Warnings/Spoilers: Only itty-bitty canon ones.

Notes: Drabble request for a friend.

Disclaimer: Alas, I own not the GBers.

Summary: For Ban, driving is a vital extension of himself.


Humans place more value on material objects than necessary, some say. Ban Midou might agree to a point – he is, after all, a retriever, one whose specialty it is to get back lost or stolen objects, and he's seen some pretty bizarre requests in his time. But a job's a job, and in spite of never having had much to begin with in his turbulent life, he understands that to some people, the material is everything.

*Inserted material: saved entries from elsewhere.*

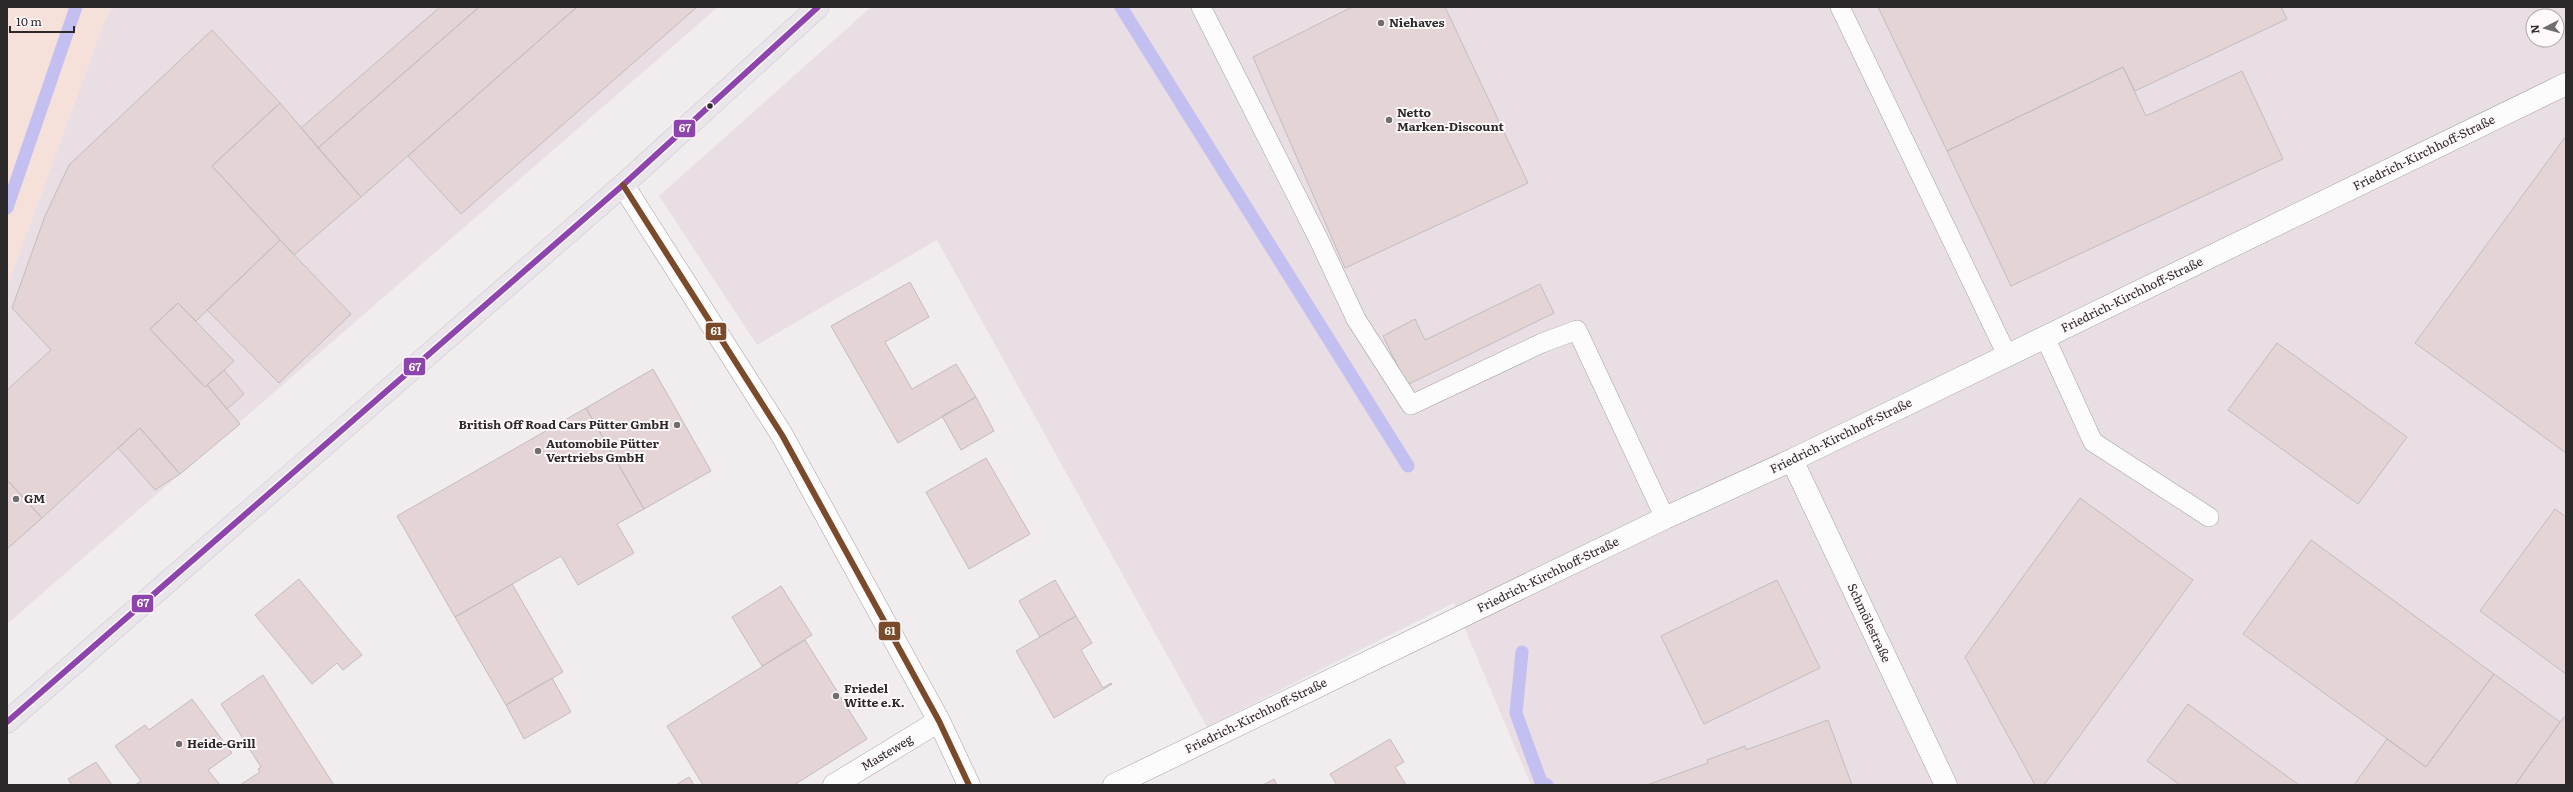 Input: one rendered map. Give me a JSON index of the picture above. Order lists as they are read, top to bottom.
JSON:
{
  "streets": {
    "street": ["Friedrich-Kirchhoff-Straße", "Schmölestraße", "Masteweg"]
  },
  "crossings": [
    ["Friedrich-Kirchhoff-Straße", "Schmölestraße"]
  ],
  "places": [
    "Niehaves",
    "Netto Marken-Discount",
    "British Off Road Cars Pütter GmbH",
    "Automobile Pütter Vertriebs GmbH",
    "GM",
    "Friedel Witte e.K.",
    "Heide-Grill"
  ],
  "lines": ["transit line 67", "transit line 61"],
  "scale_bar": "10 m",
  "north": "left"
} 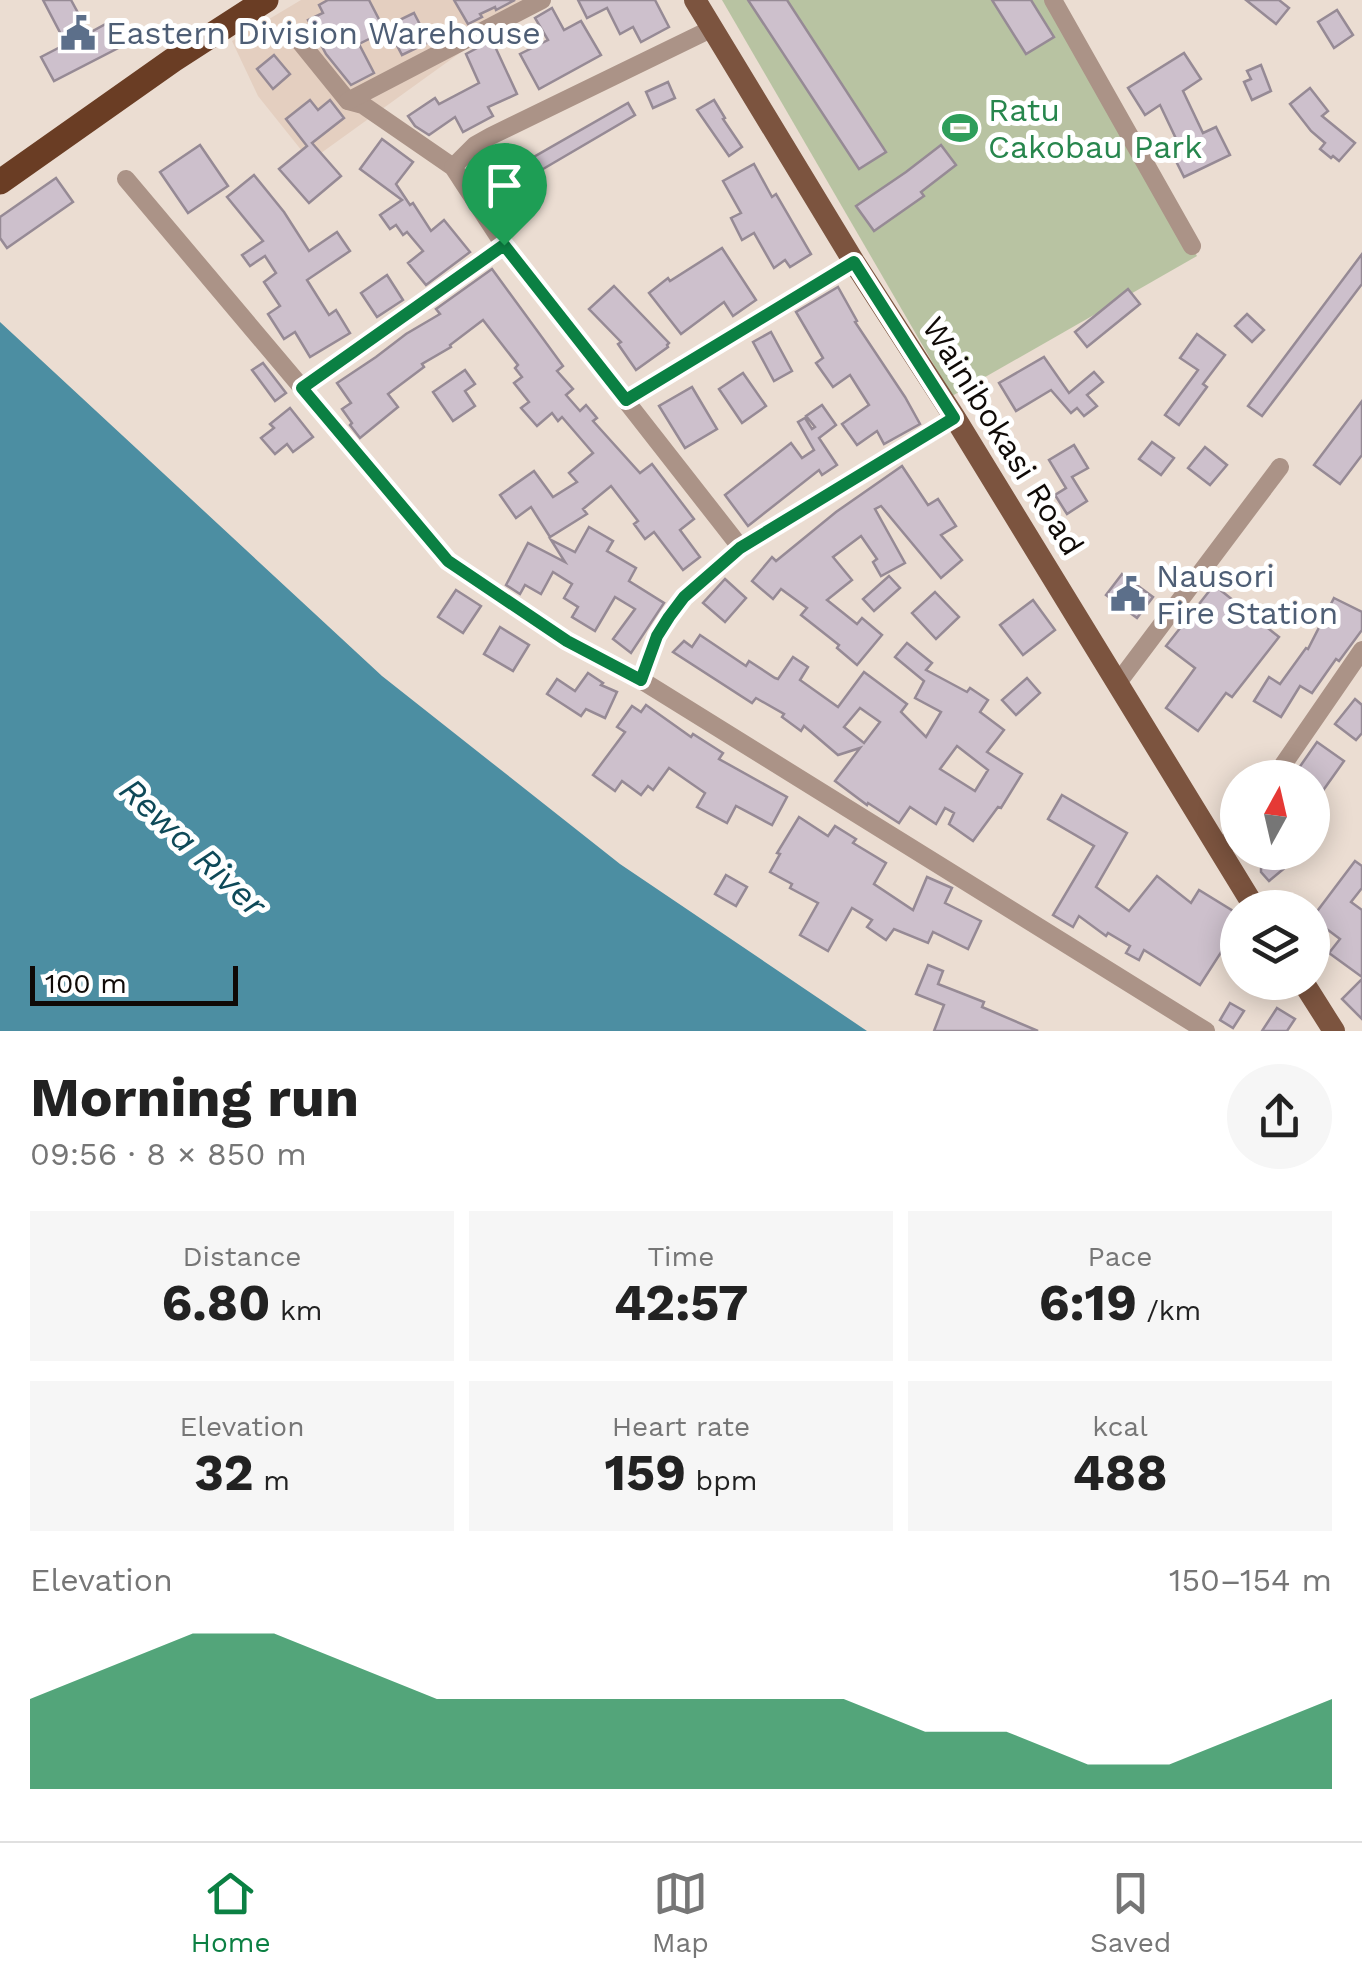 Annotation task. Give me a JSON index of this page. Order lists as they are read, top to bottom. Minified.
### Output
{"streets":{"main road":["Wainibokasi Road"]},"water":["Rewa River"],"places":{"public building":["Eastern Division Warehouse","Nausori Fire Station"],"sports":["Ratu Cakobau Park"]},"scale_bar":"100 m","north":"top","page":{"scale":"100 m","heading":["Morning run","09:56 · 8 × 850 m"],"stats":[["Distance","6.80 km"],["Time","42:57"],["Pace","6:19 /km"],["Elevation","32 m"],["Heart rate","159 bpm"],["kcal","488"]],"chart":["Elevation","150–154 m"],"tabs":["Home","Map","Saved"]}} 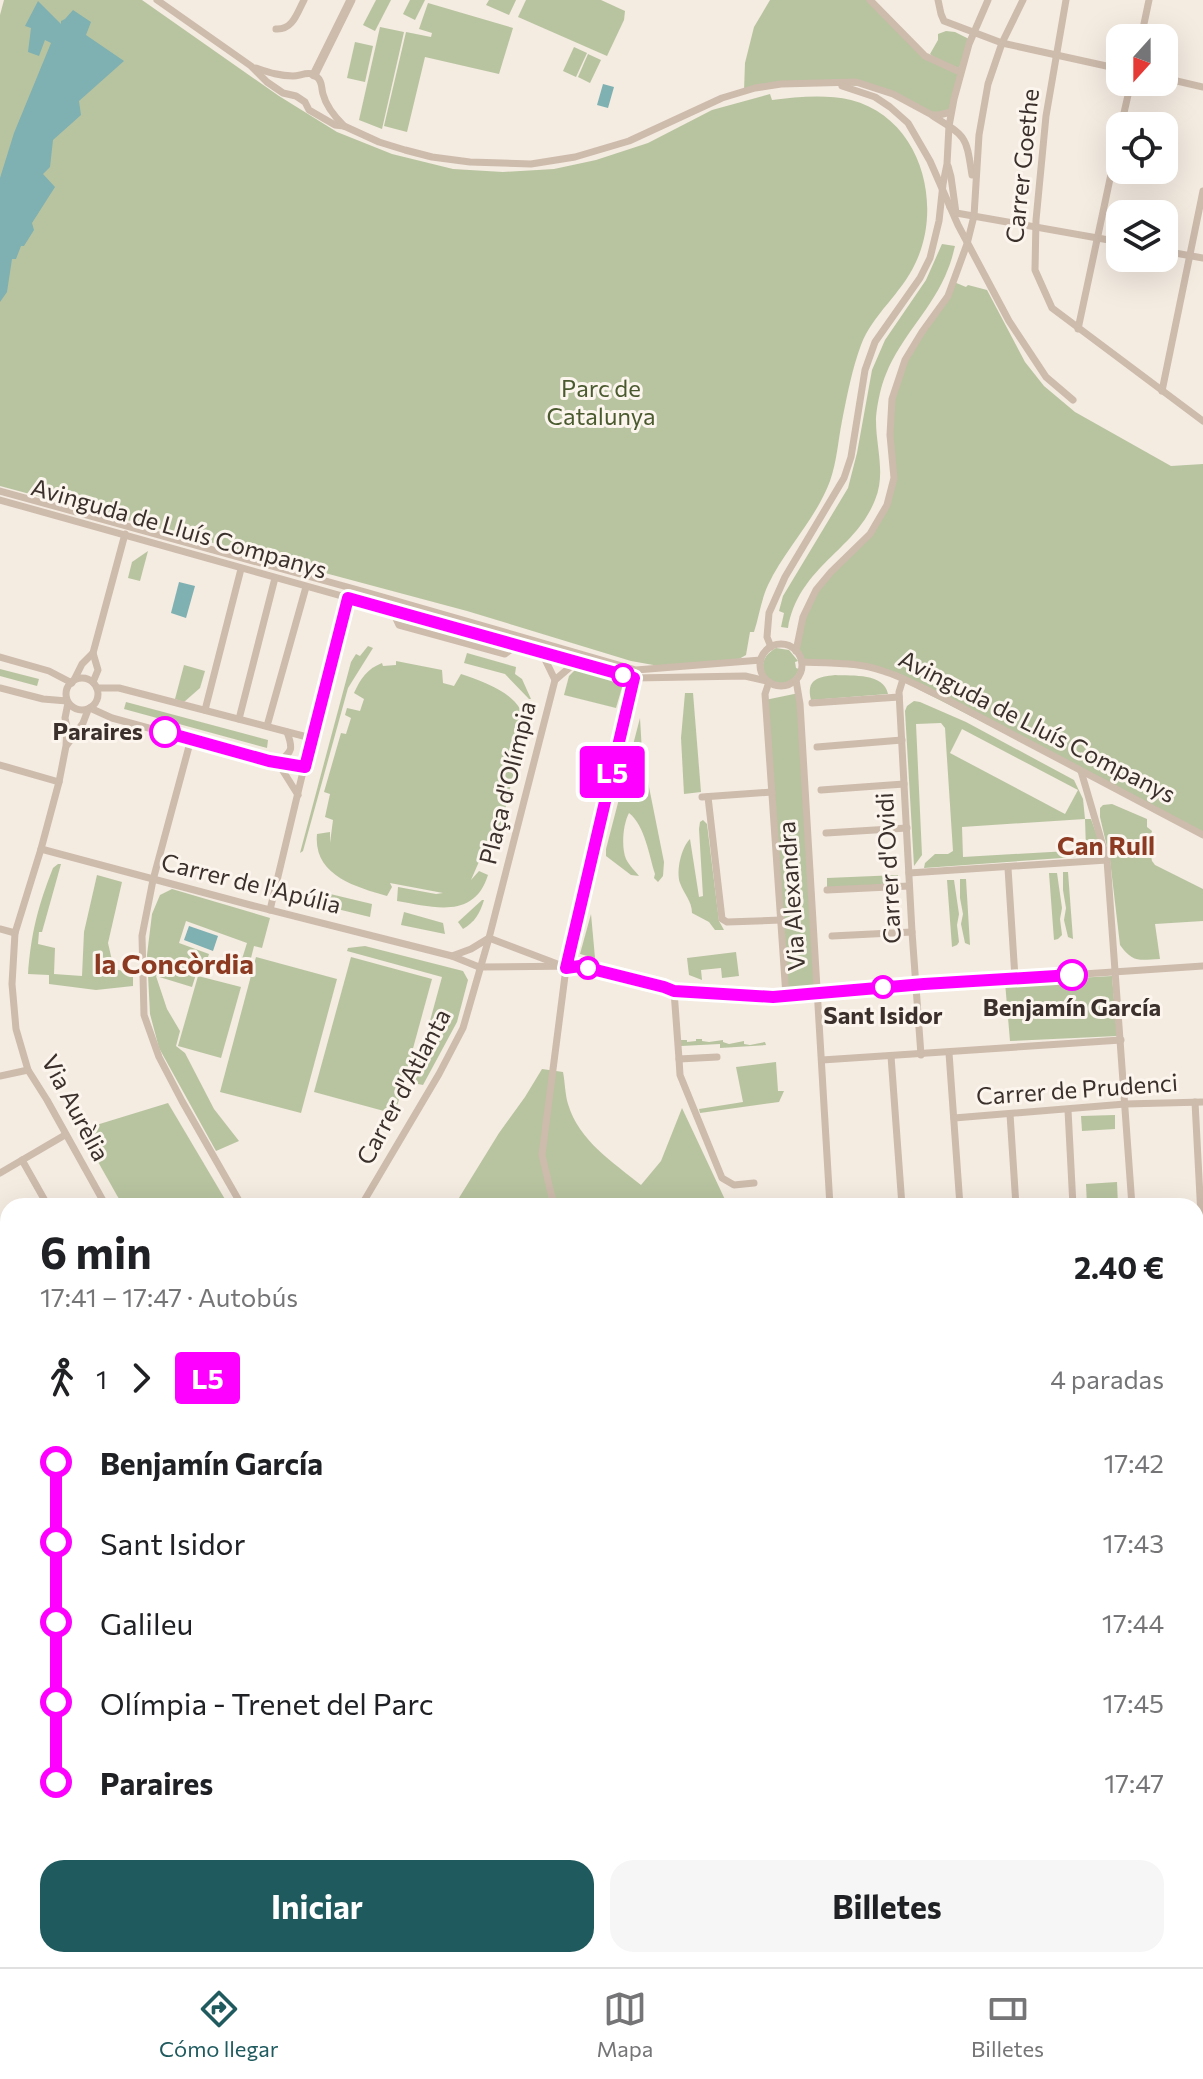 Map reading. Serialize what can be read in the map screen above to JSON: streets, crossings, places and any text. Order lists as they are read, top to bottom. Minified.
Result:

He himself would fight to the death to keep what few objects he has that are most important to him. Even if it is crazy, it's his world, damn it, and the live-and-let-live strategy only works if the other party's willing to cooperate. Few are.

Of primary concern is his car. By many people's standards it's a beater, but it's in surprisingly good condition for its age and shape; it helps that he babies it with most of his available funds (the rest goes to food and smokes, not necessarily in that order) and makes sure it's kept in peak running form. It's never let him down on those long days or nights when he needs it most.

He uses it for missions, of course, and it's not a bad bed for those times when he and Ginji can't find suitable housing (which is way more often than either of them would care to admit). But sometimes Ban needs it just to drive, and he takes it well out beyond city limits, a silver bullet fleeing the highway of the endless struggle that seems to be his life.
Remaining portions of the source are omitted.